Bomba de alimentación de hidrociclones: criterios de selección y casos reales

Publicado el 12 de agosto de 2026 · Coolair Group Engineering · 11 min de lectura

Banco de hidrociclones en circuito cerrado de molienda en planta concentradora

La bomba que alimenta los hidrociclones hace un trabajo silencioso y poco agradecido. No aparece en los informes de producción y su mala elección u operación tarda meses en notarse en los balances metalúrgicos. Es ella la que fija el corte granulométrico del circuito, la liberación del mineral y el rendimiento de la flotación o de la lixiviación.

En las plantas que visitamos en Chile, Perú y México, la bomba de ciclones es la pieza más olvidada del circuito. Elegida del catálogo al arranque, no redimensionada cuando cambió el mineral, hoy trabaja al 80 % de su punto de diseño. Tres pasos: calcular la presión real, elegir la bomba en función de esa presión, verificar el conjunto en la puesta en marcha y tras cada cambio de proceso.

Contenido

  1. Rol de la bomba en el circuito de clasificación
  2. Presión requerida y diámetro de boquilla
  3. El punto BEP como criterio de dimensionamiento
  4. Revestimiento de caucho o metálico
  5. Arquitectura del manifold y cantidad de ciclones
  6. Señales de una bomba subdimensionada
  7. Casos reales en Chile, Perú y México
  8. Preguntas frecuentes

1. Rol de la bomba en el circuito de clasificación

En un circuito de molienda-clasificación, la pulpa sale del molino de barras o de bolas con 25 a 35 % de sólidos y partículas que pueden llegar a 8 o 10 mm. El banco separa la pulpa en dos flujos: underflow grueso que vuelve al molino, overflow fino que sigue hacia flotación o lixiviación. La bomba alimenta ese banco con pulpa a presión controlada, normalmente entre 100 y 250 kPa. Para seis ciclones de 250 mm que procesan entre 25 y 40 m³/h cada uno, el caudal está entre 150 y 240 m³/h, con una bomba de clase 6/4 o 8/6 y motor de 75 a 160 kW.

2. Presión requerida y diámetro de boquilla

El cálculo empieza por el ciclón, no por la bomba. Cada fabricante publica para cada tamaño de ciclón un rango de presión de entrada y un caudal nominal. Los ciclones de 250 mm en clasificación fina (corte a 75 micras) trabajan alrededor de 100 a 150 kPa. Los ciclones de 380 mm en molienda secundaria (corte a 150 micras) suben a 150 a 220 kPa. Los ciclones grandes de 500 mm usados en desbaste bajan a 80 kPa pero no cortan fino.

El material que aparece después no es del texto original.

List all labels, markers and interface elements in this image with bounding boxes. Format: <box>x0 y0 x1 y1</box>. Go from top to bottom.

El segundo parámetro es la boquilla. La boquilla de underflow es el órgano que regula el caudal por ciclón. Mientras más grande la boquilla, más pulpa admite el ciclón y más sube el corte. Una boquilla demasiado chica sube la presión a la entrada, satura la bomba en altura y el caudal cae. Una boquilla demasiado grande deja pasar demasiadas partículas gruesas al overflow.

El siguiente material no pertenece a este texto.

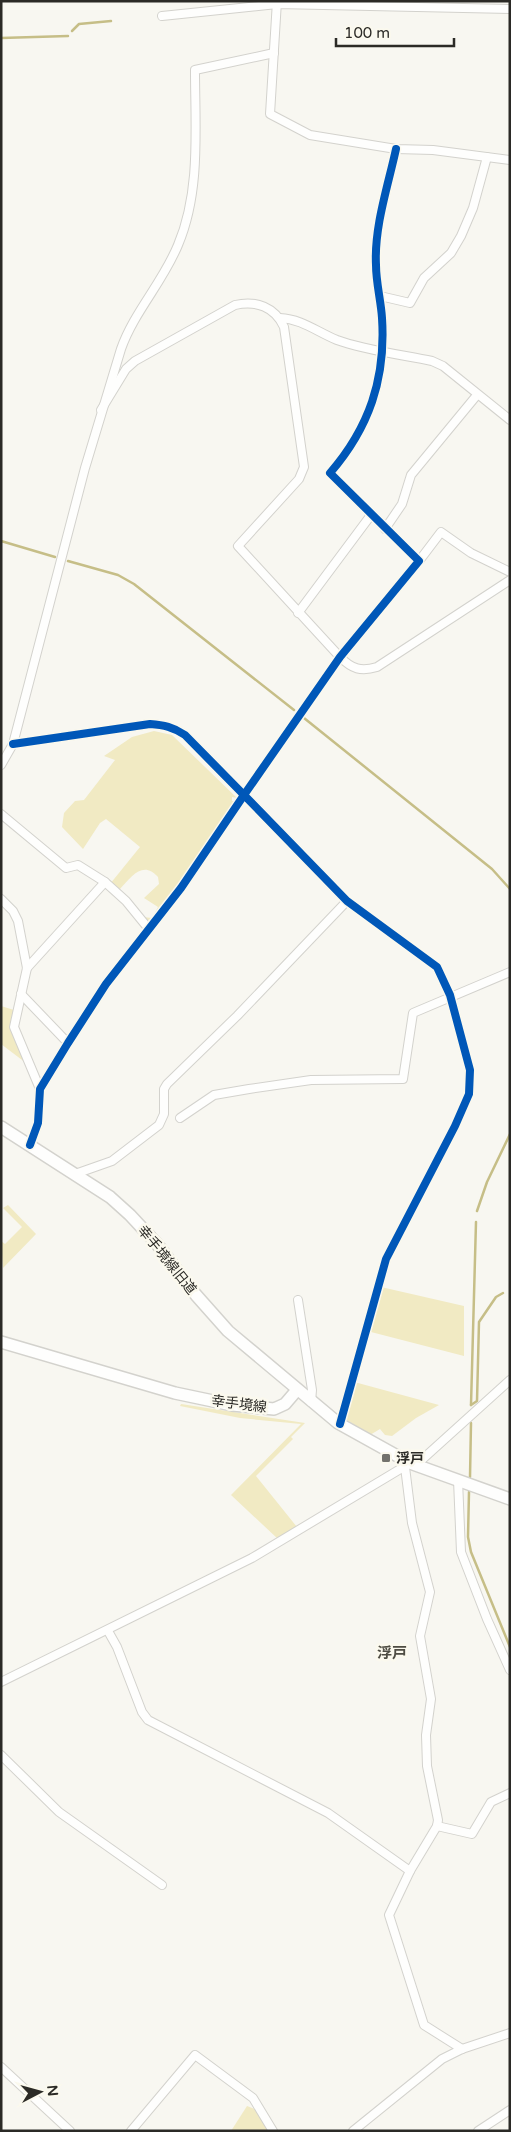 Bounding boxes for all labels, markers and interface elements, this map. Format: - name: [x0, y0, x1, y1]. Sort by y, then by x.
- scale bar: [336, 15, 454, 47]
- text: 100 m: [344, 24, 390, 42]
- street label: 幸手境線旧道: [134, 1222, 200, 1298]
- street label: 幸手境線: [210, 1392, 268, 1416]
- place label: 浮戸: [396, 1450, 424, 1467]
- marker: 浮戸: [380, 1452, 392, 1464]
- district label: 浮戸: [377, 1644, 407, 1662]
- north arrow: [15, 2067, 65, 2117]
- text: N: [43, 2084, 61, 2097]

Tamaño de ciclónPresión de entradaBoquilla típicaCaudal por ciclón
150 mm150 a 250 kPa35 a 50 mm10 a 20 m³/h
250 mm100 a 150 kPa50 a 80 mm25 a 40 m³/h
380 mm150 a 220 kPa80 a 120 mm50 a 90 m³/h
500 mm80 a 150 kPa120 a 180 mm90 a 160 m³/h

Una regla empírica que funciona en la mayoría de las plantas: la boquilla mide entre 20 y 35 % del diámetro del ciclón. Para un 250 mm con boquilla de 60 mm estamos dentro del rango. Cuando el porcentaje sale de esa banda, hay otra variable que ajustar aguas arriba: densidad de pulpa, carga circulante, tamaño de molienda.

3. El punto BEP como criterio de dimensionamiento

El punto BEP, best efficiency point, es el punto de la curva caudal-presión donde la bomba tiene su mejor rendimiento. Para una bomba centrífuga es además el punto donde trabaja con menos recirculación interna, y por lo tanto donde se desgasta menos.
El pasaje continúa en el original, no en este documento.